(Exercise description): Using the data below, return every line that holds the word "highway".

(Source data):

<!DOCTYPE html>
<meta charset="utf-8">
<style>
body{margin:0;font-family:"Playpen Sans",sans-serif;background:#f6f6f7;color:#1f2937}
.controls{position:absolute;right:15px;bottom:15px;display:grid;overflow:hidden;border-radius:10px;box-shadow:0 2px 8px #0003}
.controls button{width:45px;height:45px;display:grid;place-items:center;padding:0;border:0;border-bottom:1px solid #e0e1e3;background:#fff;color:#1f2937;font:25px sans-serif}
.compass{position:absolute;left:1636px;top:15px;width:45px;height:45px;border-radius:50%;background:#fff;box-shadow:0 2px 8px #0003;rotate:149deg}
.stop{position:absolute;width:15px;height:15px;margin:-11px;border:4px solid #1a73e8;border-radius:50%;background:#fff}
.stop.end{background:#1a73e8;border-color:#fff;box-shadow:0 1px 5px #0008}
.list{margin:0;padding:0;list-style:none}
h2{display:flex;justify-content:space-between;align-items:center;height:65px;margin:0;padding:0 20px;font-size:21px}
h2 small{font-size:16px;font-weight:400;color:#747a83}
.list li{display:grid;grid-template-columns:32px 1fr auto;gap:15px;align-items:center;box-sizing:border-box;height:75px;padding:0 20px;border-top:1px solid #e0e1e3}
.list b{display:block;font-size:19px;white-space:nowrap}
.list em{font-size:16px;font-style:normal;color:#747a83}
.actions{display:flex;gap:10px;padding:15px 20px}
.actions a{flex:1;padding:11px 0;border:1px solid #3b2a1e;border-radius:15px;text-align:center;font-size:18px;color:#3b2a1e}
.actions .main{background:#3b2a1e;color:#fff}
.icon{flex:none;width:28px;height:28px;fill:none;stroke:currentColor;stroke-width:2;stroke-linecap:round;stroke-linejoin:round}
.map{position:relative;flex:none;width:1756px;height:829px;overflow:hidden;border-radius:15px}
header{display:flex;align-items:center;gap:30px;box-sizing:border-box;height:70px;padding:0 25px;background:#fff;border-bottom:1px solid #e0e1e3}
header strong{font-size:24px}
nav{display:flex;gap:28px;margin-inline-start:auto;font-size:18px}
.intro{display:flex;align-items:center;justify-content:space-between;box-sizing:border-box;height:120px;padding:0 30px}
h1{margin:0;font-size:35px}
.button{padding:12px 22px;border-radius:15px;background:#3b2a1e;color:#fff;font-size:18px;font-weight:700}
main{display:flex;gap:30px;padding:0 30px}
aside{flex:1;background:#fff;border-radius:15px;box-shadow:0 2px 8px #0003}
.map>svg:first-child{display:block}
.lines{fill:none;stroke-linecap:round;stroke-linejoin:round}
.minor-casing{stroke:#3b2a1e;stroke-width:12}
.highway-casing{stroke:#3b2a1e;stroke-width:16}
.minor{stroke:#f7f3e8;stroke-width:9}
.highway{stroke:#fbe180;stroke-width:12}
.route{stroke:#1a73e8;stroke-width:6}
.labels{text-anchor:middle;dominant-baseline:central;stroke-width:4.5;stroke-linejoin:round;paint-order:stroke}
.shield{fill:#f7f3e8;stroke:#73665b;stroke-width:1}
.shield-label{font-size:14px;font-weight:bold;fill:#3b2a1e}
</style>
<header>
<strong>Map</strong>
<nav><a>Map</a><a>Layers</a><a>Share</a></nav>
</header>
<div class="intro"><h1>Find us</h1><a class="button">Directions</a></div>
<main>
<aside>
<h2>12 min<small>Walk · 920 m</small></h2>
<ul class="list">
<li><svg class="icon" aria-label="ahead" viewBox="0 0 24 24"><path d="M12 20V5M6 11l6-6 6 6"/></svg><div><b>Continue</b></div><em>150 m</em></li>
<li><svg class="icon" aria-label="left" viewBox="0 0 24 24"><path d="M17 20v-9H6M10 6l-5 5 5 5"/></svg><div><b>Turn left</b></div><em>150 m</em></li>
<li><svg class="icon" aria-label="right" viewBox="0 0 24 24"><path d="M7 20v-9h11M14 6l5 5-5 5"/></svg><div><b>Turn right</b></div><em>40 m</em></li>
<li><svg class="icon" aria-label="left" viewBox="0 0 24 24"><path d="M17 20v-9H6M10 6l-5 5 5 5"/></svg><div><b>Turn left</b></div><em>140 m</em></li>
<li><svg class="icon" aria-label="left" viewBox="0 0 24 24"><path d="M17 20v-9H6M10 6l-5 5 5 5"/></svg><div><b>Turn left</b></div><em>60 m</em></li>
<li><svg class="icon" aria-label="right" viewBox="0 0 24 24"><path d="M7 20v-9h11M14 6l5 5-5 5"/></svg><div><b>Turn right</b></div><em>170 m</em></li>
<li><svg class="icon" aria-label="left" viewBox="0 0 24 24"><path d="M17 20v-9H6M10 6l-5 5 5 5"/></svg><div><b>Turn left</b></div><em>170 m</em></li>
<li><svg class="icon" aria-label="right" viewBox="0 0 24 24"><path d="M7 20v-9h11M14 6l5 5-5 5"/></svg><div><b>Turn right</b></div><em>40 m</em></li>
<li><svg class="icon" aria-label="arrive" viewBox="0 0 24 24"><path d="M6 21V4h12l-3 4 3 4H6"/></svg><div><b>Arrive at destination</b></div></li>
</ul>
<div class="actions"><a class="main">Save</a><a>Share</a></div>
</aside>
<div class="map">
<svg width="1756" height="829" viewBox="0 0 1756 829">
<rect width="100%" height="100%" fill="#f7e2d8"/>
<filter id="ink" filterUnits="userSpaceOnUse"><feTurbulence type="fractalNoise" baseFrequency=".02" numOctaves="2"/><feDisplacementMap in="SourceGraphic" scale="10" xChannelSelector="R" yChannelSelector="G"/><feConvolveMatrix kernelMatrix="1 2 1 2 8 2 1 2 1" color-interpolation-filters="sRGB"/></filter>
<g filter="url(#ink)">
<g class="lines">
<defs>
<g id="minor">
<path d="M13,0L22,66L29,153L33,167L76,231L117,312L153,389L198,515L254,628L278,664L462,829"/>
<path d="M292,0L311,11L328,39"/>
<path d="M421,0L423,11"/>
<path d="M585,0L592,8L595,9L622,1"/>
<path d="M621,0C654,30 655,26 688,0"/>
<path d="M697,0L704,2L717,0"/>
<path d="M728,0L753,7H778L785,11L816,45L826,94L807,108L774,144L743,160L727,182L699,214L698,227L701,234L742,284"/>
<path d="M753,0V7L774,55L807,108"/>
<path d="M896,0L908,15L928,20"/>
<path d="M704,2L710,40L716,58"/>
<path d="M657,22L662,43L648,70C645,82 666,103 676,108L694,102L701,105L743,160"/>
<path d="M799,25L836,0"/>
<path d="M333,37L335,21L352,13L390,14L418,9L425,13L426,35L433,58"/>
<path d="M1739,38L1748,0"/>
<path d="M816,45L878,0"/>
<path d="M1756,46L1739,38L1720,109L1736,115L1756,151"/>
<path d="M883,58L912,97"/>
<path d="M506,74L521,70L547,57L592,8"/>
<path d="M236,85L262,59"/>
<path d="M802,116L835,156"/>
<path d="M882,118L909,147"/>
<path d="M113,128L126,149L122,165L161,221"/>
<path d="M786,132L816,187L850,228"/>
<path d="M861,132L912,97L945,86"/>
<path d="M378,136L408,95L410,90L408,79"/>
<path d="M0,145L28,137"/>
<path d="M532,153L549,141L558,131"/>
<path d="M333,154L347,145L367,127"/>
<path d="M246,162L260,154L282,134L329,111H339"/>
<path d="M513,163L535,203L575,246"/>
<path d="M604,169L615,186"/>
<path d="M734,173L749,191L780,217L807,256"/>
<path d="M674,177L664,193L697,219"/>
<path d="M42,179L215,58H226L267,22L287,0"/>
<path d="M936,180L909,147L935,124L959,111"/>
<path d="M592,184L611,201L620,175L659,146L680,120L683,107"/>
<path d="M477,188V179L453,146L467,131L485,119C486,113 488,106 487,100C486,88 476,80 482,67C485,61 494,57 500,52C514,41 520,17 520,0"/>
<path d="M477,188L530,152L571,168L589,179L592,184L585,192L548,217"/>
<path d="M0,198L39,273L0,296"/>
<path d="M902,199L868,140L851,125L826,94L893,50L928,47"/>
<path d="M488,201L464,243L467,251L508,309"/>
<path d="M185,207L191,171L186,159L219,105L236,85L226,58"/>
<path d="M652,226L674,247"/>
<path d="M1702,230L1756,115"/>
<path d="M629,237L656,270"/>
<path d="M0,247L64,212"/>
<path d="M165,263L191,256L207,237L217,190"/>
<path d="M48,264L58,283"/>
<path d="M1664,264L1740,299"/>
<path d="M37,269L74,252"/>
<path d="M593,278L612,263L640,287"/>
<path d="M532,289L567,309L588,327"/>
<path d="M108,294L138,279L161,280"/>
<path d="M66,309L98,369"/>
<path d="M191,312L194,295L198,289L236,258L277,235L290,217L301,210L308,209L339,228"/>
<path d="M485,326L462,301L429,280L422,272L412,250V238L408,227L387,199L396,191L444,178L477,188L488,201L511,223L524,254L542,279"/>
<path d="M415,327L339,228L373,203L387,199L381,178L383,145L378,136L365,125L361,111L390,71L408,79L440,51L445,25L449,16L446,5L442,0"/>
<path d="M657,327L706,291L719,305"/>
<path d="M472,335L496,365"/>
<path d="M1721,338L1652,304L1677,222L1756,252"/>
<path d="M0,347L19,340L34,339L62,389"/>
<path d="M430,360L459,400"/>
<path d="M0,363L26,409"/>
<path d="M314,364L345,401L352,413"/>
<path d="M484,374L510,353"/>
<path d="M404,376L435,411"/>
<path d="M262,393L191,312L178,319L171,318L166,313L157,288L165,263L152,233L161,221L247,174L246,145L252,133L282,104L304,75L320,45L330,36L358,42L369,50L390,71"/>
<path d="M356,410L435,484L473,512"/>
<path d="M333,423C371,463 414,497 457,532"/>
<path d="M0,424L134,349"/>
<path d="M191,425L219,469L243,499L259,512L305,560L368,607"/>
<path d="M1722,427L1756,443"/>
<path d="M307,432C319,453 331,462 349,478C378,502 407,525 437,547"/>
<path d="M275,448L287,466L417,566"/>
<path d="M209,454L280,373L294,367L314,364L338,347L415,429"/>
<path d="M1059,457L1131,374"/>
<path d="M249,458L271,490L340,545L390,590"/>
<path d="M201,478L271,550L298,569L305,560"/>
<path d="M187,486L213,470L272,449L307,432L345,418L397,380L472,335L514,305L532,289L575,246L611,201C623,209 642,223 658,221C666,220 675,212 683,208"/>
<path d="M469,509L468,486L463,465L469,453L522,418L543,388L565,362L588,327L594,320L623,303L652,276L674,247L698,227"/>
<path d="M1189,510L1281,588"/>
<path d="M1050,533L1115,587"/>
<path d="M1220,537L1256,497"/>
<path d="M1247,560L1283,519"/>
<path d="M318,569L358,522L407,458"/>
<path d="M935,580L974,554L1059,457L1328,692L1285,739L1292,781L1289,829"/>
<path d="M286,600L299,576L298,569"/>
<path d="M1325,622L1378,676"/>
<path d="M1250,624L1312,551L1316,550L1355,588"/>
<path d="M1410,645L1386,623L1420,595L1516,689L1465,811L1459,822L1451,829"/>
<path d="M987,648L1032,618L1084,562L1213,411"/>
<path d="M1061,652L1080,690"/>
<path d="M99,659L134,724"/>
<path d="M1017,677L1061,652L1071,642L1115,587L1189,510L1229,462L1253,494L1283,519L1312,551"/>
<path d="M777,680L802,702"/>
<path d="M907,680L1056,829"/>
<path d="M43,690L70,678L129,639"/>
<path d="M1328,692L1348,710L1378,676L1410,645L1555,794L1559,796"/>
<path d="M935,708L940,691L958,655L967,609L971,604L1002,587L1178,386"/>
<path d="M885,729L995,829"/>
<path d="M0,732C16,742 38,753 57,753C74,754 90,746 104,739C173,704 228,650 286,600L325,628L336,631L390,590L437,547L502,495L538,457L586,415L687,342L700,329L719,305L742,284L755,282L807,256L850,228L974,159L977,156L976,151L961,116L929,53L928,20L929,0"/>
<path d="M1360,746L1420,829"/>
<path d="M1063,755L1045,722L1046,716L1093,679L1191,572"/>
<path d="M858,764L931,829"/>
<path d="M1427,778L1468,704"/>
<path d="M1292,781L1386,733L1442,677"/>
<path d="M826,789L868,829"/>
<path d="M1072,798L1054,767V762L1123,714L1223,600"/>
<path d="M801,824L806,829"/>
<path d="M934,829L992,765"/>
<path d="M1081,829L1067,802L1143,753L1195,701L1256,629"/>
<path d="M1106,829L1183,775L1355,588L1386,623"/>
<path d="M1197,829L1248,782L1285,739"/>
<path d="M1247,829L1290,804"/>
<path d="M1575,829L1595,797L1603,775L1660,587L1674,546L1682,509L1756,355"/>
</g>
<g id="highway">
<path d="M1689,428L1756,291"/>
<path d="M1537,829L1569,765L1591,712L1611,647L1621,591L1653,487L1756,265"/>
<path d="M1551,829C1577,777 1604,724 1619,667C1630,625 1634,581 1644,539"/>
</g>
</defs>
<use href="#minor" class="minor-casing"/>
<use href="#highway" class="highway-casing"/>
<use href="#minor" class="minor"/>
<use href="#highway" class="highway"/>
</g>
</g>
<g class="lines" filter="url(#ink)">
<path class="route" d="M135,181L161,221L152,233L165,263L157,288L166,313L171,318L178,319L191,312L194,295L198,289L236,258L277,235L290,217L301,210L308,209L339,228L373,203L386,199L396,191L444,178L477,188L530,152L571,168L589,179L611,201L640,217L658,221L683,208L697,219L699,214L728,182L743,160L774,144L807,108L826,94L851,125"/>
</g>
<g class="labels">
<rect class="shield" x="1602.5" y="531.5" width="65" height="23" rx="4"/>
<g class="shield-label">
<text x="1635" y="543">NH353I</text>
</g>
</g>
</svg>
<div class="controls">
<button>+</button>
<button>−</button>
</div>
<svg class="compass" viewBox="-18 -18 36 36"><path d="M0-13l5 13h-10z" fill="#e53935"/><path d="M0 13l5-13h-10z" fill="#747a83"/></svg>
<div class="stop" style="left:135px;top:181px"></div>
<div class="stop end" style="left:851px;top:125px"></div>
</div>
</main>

(Result of this exercise):
.highway-casing{stroke:#3b2a1e;stroke-width:16}
.highway{stroke:#fbe180;stroke-width:12}
<g id="highway">
<use href="#highway" class="highway-casing"/>
<use href="#highway" class="highway"/>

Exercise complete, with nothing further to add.